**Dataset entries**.
+ + + +
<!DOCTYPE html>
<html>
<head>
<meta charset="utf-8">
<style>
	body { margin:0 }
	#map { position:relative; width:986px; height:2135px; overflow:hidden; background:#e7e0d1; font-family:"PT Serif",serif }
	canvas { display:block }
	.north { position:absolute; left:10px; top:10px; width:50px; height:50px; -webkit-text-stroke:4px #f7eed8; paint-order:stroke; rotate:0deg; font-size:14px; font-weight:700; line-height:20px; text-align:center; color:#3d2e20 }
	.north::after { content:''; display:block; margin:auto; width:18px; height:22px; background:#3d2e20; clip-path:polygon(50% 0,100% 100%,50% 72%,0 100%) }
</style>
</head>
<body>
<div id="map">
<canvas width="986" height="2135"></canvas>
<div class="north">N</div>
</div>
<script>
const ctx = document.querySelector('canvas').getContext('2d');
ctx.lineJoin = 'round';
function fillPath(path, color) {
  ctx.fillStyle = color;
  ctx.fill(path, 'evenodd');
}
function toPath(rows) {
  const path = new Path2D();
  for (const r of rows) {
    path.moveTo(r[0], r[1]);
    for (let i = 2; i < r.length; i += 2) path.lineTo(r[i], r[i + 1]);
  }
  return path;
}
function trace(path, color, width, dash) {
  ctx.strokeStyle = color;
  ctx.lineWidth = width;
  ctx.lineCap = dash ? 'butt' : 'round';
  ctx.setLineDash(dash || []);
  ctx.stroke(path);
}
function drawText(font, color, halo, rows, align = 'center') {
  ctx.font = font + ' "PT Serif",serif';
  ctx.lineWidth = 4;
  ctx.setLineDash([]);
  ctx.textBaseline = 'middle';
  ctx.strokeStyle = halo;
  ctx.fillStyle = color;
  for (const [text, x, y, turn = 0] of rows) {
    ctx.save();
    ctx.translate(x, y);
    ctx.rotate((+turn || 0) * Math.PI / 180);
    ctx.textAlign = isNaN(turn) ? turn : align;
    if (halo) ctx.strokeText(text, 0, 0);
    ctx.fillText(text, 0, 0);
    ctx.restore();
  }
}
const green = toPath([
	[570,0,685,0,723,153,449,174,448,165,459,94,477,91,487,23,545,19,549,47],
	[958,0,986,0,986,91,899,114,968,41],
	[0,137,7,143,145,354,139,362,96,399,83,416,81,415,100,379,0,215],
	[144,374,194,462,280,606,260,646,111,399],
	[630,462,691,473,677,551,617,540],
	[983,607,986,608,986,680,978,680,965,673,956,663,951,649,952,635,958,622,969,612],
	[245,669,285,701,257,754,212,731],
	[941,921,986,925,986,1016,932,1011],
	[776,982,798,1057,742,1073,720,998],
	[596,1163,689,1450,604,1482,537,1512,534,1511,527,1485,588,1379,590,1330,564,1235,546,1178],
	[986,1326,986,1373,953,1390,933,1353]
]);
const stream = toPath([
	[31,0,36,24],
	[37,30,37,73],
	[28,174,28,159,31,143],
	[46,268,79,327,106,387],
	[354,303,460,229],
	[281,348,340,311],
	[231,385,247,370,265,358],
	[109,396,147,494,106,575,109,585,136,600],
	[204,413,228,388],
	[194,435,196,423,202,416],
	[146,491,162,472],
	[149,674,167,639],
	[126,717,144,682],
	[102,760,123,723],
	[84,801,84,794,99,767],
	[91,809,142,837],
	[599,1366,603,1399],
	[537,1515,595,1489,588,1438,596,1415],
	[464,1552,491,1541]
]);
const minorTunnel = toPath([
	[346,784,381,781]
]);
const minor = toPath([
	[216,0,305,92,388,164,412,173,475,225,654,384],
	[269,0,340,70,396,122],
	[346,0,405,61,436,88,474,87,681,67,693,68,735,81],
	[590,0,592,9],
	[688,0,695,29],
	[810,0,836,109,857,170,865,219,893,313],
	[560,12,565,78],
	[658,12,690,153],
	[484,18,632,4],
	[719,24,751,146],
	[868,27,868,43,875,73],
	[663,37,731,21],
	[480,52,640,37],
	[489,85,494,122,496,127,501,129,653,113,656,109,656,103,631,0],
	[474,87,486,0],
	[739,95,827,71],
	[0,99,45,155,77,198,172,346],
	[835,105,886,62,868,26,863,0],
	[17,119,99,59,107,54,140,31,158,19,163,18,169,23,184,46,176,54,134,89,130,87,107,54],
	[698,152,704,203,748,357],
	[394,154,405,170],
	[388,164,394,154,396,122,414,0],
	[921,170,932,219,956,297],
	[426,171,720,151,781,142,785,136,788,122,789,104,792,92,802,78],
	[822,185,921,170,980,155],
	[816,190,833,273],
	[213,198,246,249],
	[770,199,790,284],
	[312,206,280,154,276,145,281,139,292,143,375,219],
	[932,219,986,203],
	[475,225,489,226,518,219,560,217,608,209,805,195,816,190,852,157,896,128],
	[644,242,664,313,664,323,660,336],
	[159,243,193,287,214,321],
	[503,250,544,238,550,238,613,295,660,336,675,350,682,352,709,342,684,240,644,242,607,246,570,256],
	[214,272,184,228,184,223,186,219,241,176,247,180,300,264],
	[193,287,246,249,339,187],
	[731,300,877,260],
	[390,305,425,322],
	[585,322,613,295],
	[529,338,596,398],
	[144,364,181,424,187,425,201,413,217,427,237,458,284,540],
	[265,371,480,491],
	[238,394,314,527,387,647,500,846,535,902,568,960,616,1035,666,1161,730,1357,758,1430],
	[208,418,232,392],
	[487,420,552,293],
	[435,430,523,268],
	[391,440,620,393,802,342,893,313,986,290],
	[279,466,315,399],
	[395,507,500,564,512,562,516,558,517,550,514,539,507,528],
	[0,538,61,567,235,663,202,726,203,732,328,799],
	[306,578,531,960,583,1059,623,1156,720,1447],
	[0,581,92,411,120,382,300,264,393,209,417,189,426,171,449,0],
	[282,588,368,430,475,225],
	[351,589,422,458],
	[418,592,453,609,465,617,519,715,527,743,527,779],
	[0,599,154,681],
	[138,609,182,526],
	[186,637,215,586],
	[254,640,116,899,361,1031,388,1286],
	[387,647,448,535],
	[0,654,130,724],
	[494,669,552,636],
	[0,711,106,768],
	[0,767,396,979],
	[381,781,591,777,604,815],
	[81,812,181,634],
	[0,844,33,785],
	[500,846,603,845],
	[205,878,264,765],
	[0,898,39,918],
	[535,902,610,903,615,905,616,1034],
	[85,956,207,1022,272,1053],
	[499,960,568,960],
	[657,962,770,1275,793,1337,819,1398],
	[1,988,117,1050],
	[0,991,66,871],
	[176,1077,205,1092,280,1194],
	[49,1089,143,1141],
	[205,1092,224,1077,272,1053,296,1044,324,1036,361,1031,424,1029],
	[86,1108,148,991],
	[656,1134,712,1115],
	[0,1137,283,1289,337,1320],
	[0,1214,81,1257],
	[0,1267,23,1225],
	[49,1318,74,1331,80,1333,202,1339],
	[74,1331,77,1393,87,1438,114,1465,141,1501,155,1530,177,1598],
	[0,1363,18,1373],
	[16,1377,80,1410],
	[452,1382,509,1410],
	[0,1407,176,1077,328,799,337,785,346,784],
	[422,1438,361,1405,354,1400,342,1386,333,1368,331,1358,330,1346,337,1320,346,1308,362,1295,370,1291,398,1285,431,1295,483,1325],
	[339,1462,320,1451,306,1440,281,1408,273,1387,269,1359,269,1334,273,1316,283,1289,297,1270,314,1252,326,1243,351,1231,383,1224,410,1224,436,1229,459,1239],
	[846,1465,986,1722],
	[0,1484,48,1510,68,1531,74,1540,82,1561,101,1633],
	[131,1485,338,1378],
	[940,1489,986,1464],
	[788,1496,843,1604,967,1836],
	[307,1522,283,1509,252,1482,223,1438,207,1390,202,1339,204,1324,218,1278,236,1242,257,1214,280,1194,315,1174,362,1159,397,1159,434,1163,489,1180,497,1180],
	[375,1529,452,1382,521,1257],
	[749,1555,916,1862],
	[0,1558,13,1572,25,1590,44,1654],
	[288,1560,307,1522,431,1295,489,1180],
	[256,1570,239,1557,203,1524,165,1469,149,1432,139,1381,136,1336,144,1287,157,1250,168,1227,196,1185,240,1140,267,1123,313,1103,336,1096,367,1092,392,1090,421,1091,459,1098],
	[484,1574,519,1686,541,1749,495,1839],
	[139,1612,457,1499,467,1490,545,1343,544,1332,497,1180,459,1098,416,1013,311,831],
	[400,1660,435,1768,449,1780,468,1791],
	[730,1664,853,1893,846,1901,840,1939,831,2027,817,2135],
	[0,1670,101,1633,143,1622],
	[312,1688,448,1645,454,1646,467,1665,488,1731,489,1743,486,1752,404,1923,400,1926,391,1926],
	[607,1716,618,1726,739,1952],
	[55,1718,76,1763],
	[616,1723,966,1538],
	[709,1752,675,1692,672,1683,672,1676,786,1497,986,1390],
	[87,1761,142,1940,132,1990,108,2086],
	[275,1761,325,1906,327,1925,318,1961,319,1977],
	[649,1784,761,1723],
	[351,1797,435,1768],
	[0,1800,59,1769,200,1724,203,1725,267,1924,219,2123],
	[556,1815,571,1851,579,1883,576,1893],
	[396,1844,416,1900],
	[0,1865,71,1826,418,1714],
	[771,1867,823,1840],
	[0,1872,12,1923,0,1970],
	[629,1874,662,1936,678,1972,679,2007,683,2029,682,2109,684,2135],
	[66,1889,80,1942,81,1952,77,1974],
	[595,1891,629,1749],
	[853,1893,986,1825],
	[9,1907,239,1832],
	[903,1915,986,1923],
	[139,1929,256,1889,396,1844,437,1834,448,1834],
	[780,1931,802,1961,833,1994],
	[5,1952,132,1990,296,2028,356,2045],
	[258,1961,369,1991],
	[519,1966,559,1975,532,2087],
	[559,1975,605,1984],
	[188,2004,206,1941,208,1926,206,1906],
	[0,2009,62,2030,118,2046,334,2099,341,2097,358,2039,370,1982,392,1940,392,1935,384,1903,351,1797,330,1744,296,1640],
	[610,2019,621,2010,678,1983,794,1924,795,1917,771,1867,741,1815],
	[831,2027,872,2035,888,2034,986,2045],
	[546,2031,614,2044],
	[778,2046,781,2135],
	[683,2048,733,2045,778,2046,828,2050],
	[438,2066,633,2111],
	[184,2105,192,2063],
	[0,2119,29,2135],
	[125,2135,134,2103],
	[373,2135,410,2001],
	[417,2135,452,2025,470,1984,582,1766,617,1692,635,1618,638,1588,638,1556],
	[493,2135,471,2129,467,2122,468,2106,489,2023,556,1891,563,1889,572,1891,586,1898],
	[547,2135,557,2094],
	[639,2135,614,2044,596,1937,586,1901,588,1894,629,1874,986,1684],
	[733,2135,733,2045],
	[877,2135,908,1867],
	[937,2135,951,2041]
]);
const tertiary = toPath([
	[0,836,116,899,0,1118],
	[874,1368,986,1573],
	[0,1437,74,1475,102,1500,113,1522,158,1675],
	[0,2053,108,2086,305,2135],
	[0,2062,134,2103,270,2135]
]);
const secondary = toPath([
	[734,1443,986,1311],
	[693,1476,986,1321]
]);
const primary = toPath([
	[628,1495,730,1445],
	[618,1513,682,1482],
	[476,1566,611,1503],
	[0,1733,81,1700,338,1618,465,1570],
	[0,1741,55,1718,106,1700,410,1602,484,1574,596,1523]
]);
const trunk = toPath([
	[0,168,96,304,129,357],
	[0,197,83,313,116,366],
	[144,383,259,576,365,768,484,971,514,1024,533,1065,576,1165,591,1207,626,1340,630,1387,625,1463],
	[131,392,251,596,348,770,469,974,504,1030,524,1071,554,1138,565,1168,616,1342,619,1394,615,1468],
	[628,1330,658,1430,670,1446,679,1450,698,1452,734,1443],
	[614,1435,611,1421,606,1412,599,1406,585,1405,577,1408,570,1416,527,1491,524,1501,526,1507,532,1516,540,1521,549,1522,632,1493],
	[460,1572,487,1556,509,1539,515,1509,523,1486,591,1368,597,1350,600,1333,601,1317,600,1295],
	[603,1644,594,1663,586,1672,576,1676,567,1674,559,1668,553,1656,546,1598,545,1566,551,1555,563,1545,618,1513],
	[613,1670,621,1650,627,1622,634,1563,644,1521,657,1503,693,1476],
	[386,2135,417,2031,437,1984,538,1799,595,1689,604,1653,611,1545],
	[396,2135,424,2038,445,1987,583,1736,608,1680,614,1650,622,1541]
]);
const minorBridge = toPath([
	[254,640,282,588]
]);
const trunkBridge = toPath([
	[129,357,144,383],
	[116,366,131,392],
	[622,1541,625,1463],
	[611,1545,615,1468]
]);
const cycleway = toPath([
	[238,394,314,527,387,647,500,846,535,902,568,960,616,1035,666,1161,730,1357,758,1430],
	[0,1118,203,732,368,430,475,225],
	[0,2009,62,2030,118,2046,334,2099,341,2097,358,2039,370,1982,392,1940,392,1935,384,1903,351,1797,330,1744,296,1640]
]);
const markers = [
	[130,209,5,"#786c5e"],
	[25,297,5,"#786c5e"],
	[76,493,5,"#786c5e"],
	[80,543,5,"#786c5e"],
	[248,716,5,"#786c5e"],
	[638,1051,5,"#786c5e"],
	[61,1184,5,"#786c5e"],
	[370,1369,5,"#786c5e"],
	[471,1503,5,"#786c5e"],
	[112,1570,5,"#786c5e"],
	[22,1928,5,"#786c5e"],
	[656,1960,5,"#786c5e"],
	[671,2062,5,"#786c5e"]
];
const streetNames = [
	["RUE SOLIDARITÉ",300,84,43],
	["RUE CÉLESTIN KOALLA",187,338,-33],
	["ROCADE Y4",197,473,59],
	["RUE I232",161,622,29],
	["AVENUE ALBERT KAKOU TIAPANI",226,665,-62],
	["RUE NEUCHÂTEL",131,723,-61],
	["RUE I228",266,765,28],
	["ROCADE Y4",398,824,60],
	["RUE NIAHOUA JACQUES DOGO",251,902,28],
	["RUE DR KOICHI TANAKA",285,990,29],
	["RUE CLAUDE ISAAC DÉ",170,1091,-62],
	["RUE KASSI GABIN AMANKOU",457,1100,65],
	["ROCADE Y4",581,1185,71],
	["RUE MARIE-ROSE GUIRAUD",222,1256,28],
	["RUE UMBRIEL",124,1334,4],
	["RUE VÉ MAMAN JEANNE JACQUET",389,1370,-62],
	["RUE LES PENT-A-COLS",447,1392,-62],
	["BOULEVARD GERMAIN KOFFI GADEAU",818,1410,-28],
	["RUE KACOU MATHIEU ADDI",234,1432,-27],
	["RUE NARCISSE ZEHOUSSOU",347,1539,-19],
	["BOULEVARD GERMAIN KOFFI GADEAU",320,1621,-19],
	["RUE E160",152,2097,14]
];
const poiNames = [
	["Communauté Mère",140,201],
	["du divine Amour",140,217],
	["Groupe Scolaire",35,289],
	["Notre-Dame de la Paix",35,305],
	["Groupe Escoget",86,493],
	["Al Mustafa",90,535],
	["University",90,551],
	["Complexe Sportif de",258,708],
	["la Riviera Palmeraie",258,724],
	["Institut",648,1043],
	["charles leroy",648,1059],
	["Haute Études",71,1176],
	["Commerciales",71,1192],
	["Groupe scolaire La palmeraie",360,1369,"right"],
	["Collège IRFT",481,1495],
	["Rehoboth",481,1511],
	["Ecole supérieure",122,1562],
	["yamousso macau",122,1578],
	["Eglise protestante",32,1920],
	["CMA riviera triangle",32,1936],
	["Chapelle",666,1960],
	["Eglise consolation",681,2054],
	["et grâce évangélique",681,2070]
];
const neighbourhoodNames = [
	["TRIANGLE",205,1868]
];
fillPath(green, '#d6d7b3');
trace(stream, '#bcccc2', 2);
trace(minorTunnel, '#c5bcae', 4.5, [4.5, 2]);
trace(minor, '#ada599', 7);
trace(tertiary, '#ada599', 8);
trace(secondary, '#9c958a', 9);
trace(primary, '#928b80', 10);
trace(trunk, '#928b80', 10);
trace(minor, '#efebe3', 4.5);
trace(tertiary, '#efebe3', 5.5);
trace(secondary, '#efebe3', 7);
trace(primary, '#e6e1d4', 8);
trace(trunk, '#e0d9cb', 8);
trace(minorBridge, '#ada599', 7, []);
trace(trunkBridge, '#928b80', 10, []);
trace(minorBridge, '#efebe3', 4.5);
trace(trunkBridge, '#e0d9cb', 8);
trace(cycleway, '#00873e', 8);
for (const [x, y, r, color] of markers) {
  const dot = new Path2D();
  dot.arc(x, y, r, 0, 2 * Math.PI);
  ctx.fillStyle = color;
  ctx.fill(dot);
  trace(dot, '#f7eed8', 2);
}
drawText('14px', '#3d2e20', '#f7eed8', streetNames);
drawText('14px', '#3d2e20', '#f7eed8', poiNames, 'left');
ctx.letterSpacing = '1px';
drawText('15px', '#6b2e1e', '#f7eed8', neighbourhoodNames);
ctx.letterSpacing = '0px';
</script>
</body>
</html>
+ + + +
**Exercise brief**. Respond with one number, namely the count of lines in the entries above that hold the word "center".

**Output for this task**. 2